Christmas: A True Indication of Recovery
As previously discussed, Q4 is a key period for box office in Germany, so examining the rate of recovery is particularly vital during this time. As it stands, there are two very strong tentpole releases well positioned in October and November which look set to bring the box office to stages 4 and 5 of our Recovery Plan, BLACK WIDOW on the week commencing October 28 and NO TIME TO DIE on the week commencing November 12. Stage 4 is the first full week to achieve a median level of business based on the past 2 years, in Germany this is a week gross of €18 m. Stage 5 is an equivalent performance to those in the top quartile of weekly business from the past two years, and in Germany this is a week gross of €21 million. We reached these predictions by implementing our analysis on the rate of recovery in FORECAST, so there is of course scope for these estimates to change. Most importantly, it again shows the market’s reliance on the placement of strong tentpole titles in order to recover.
However, Christmas is the period that should show us how far box office recovery has truly come. Although there is an absence of a big franchise title like STAR WARS, or THE HOBBIT, there is still a strong line up of content available this year (THE CROODS 2, SOUL, TOP GUN MAVERICK and DUNE). Christmas is always a popular time for cinemas in Germany and it will be interesting to see if it can help boost Q4 gross back towards normal levels. A reasonable target is Q4 of 2018, which grossed €272 million in Germany. This was another year without any of the aforementioned franchise titles, and the lowest grossing Q4 of the past five years. Currently we believe Q4 in Germany has the potential to gross up to €279 million in a best-case scenario, as our graph indicates, accounting for 27.7% of the 5-year average gross.
End of Year Prediction
To get to our predicted end of year (EOY) total we needed to implement a reasonable rate of recovery, that is, the rate at which we think weekly grosses will grow and is effectively a measure of consumers’ willingness to return to the cinema. Our Lead Data Scientist, Dr Iain Rodger, has created a model that takes the EOY expected drop, re-opening market percentage, and 5-year average GBO (per week) to calculate the corresponding growth rate.

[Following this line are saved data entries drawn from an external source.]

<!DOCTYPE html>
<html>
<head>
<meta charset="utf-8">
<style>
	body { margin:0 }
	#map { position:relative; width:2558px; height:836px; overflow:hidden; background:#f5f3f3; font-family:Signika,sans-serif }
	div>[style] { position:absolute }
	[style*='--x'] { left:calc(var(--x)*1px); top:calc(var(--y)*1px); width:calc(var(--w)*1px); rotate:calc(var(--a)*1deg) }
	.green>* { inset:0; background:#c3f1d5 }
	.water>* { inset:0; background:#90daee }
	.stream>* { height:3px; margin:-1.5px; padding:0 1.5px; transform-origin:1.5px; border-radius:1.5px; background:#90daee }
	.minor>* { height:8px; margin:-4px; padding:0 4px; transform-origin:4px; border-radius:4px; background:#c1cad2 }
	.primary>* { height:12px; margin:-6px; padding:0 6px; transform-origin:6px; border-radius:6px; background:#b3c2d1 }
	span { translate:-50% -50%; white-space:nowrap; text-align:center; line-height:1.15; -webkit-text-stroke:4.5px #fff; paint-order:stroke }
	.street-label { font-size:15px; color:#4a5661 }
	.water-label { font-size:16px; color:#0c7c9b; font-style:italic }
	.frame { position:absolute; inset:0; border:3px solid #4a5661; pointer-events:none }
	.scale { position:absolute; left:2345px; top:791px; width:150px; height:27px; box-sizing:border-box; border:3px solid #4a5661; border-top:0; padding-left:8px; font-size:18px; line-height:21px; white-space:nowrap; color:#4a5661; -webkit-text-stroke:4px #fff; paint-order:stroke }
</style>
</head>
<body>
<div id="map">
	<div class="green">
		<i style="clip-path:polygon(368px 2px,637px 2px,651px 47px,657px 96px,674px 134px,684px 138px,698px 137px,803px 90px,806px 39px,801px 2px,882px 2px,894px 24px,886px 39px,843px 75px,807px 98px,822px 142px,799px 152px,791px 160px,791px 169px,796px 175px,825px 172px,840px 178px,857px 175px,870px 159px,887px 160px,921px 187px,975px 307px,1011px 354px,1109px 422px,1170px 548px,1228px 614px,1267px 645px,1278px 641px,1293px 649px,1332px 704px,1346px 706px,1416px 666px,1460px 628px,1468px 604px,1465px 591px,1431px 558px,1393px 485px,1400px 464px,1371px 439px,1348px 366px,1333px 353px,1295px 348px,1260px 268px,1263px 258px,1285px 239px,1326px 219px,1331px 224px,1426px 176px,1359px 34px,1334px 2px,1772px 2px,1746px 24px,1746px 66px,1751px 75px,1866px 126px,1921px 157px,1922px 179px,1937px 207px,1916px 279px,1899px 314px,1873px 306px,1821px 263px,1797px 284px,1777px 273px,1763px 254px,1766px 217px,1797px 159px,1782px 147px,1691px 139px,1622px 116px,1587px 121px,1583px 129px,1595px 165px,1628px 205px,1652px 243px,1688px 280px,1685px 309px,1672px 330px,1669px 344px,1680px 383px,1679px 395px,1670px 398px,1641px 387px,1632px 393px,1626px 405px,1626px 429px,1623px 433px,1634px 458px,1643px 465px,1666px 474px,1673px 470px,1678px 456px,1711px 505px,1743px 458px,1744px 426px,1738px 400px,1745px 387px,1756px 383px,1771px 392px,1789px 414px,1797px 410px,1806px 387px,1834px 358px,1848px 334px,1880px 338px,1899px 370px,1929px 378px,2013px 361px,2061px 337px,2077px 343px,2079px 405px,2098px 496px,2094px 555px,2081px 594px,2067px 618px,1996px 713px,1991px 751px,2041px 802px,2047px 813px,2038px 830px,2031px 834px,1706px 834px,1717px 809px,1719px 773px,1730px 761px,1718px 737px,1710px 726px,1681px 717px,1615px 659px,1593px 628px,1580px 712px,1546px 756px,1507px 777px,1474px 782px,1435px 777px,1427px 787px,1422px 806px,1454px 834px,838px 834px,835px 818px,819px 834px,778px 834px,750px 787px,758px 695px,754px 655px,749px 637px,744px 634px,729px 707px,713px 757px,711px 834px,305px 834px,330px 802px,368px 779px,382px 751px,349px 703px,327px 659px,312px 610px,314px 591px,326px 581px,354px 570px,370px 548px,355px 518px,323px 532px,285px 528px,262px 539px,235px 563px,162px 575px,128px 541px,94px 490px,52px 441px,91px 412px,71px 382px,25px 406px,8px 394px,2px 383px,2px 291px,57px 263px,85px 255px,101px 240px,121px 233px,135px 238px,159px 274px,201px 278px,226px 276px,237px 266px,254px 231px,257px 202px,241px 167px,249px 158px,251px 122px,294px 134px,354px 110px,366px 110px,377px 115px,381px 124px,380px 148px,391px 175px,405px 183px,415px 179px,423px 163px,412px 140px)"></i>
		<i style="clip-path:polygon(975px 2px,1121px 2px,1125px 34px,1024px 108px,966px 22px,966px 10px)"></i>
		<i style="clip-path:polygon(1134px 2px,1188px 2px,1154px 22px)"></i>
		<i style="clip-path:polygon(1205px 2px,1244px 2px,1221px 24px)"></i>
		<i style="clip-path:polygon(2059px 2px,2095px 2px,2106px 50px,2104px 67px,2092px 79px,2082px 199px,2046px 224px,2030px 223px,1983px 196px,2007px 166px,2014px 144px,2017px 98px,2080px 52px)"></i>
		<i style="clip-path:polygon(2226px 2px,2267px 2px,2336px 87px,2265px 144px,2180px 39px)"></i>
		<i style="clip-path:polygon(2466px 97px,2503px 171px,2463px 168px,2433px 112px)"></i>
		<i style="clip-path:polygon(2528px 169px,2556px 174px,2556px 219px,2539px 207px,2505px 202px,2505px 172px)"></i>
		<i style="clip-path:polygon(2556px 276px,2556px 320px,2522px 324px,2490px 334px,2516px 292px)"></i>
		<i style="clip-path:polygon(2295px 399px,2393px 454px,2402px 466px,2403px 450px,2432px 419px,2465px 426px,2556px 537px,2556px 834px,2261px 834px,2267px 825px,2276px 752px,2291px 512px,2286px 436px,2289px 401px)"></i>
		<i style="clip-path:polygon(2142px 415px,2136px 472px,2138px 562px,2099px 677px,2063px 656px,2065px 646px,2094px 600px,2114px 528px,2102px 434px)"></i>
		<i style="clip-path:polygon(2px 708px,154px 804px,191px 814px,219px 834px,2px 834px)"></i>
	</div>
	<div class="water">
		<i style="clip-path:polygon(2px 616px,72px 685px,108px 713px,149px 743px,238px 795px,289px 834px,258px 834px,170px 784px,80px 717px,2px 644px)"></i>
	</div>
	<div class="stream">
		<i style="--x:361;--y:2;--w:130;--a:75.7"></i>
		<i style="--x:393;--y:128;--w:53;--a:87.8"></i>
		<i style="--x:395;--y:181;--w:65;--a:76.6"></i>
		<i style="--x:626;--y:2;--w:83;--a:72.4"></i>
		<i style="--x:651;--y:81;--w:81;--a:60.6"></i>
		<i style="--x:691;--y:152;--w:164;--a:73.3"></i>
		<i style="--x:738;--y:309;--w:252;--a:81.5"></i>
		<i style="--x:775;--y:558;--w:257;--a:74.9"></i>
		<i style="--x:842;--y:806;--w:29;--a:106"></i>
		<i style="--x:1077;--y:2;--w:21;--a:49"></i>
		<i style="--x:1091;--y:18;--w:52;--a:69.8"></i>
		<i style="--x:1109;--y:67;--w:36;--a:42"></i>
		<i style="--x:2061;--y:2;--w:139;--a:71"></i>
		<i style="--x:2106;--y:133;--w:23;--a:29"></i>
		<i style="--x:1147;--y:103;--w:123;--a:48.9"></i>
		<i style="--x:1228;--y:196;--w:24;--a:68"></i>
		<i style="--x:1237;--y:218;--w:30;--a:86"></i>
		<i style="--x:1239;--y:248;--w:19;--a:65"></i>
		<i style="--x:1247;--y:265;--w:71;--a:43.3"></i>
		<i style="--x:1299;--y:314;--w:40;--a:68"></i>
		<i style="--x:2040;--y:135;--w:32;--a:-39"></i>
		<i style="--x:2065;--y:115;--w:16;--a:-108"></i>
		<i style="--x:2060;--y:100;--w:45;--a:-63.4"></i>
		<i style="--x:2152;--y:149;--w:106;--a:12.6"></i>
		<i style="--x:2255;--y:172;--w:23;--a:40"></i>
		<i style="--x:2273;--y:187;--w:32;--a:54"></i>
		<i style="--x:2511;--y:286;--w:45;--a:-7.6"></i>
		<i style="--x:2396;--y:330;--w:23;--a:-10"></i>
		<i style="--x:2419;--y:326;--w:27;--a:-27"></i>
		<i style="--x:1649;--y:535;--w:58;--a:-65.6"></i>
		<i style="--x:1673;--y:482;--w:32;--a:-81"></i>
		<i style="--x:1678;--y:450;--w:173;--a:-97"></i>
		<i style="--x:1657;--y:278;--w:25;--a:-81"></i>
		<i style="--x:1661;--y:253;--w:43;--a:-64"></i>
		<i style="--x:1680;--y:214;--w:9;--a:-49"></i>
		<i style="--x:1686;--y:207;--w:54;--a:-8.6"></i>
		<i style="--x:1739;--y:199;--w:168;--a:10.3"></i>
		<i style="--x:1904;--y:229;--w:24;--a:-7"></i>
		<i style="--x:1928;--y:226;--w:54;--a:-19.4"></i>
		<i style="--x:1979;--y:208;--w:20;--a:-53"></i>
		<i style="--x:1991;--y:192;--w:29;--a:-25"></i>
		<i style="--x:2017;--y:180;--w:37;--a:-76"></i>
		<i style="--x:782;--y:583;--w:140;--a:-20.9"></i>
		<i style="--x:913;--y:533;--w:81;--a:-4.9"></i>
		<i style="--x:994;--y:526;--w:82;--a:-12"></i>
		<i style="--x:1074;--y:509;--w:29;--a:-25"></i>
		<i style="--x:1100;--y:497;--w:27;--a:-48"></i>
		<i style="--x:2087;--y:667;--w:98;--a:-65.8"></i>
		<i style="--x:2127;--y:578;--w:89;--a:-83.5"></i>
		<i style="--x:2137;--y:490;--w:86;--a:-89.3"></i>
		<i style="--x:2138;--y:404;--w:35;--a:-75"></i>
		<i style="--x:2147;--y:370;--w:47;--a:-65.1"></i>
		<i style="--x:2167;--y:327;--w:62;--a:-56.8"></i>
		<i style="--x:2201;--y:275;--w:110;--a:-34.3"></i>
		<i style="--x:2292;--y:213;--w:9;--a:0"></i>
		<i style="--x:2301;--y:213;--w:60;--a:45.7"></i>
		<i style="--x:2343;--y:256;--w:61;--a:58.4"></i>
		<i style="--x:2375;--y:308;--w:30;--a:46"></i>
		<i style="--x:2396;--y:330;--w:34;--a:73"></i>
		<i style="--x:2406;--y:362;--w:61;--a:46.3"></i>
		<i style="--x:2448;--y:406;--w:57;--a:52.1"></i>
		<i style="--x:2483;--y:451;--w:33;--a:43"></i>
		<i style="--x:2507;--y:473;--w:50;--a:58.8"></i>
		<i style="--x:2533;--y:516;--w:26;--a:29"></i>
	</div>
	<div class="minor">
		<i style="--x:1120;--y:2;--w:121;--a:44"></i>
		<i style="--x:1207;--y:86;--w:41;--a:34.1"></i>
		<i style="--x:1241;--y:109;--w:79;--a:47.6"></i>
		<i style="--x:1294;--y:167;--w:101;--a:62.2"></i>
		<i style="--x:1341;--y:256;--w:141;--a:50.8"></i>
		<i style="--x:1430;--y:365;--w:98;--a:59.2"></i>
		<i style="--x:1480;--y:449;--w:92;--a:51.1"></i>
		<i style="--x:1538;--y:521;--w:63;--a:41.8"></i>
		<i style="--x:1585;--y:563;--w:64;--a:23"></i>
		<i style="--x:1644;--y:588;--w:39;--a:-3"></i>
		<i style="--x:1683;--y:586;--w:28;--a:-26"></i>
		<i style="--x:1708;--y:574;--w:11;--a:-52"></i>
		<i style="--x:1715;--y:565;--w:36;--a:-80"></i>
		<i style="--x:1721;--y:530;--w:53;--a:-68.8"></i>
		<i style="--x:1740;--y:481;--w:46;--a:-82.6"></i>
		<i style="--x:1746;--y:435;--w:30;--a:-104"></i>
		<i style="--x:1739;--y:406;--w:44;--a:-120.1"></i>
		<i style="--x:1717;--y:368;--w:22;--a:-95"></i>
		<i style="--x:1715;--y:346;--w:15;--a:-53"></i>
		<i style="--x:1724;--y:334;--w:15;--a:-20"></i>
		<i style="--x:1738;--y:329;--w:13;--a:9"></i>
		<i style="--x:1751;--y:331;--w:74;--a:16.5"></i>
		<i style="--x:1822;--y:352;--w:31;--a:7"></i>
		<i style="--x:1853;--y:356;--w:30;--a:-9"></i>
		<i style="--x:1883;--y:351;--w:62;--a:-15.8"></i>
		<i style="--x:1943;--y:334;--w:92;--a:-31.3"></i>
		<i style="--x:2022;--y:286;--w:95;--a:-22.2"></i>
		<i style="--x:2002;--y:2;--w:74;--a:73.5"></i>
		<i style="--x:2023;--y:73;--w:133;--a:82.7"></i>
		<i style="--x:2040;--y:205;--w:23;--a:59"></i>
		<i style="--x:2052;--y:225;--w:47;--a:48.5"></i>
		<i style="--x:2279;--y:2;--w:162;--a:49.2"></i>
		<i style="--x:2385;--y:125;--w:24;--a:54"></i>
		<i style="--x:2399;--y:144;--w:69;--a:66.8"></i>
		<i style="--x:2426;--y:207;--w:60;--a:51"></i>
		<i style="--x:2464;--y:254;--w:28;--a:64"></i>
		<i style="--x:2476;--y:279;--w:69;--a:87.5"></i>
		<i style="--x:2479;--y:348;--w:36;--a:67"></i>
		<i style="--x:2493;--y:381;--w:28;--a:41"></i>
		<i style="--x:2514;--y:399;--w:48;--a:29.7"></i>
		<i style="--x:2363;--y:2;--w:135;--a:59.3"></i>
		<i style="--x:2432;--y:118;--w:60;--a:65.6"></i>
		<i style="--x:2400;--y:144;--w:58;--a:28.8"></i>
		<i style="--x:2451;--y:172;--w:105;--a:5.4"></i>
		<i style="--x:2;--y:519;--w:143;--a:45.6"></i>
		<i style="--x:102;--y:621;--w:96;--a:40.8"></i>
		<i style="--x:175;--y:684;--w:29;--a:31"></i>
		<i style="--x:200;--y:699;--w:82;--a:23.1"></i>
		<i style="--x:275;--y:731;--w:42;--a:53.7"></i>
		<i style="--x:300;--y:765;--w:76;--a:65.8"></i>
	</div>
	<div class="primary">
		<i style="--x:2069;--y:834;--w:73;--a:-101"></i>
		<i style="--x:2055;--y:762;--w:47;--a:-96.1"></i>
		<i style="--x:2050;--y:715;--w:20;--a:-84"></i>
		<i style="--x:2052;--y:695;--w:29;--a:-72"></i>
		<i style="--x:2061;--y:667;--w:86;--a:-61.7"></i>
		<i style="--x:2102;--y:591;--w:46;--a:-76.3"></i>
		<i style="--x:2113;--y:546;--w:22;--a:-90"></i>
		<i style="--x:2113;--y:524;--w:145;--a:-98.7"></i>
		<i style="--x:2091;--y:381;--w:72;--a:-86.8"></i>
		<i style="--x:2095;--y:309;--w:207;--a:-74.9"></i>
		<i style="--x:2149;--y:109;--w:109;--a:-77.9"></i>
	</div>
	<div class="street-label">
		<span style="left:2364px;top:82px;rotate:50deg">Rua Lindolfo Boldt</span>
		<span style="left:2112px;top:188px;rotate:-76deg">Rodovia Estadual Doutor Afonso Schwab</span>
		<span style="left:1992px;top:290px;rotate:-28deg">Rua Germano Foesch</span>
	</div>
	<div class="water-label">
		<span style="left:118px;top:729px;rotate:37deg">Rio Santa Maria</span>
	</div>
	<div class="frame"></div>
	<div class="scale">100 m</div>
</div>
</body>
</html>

We factored in our recovery rate, re-opening market percentage, and social distancing caps, to calculate that 2020 ending at 37.2% less than the average annual GBO of €1 billion is achievable based on each day hitting its full potential. This would translate into approx. €635.7 million annual gross for 2020.
Of course, this prediction relies on several changeable factors, and our analysis is something we will continue to revisit and adjust throughout the year as cinemas re-open and we have more information at our disposal.
All data accurate as of 29th May, historical data supplied by Comscore.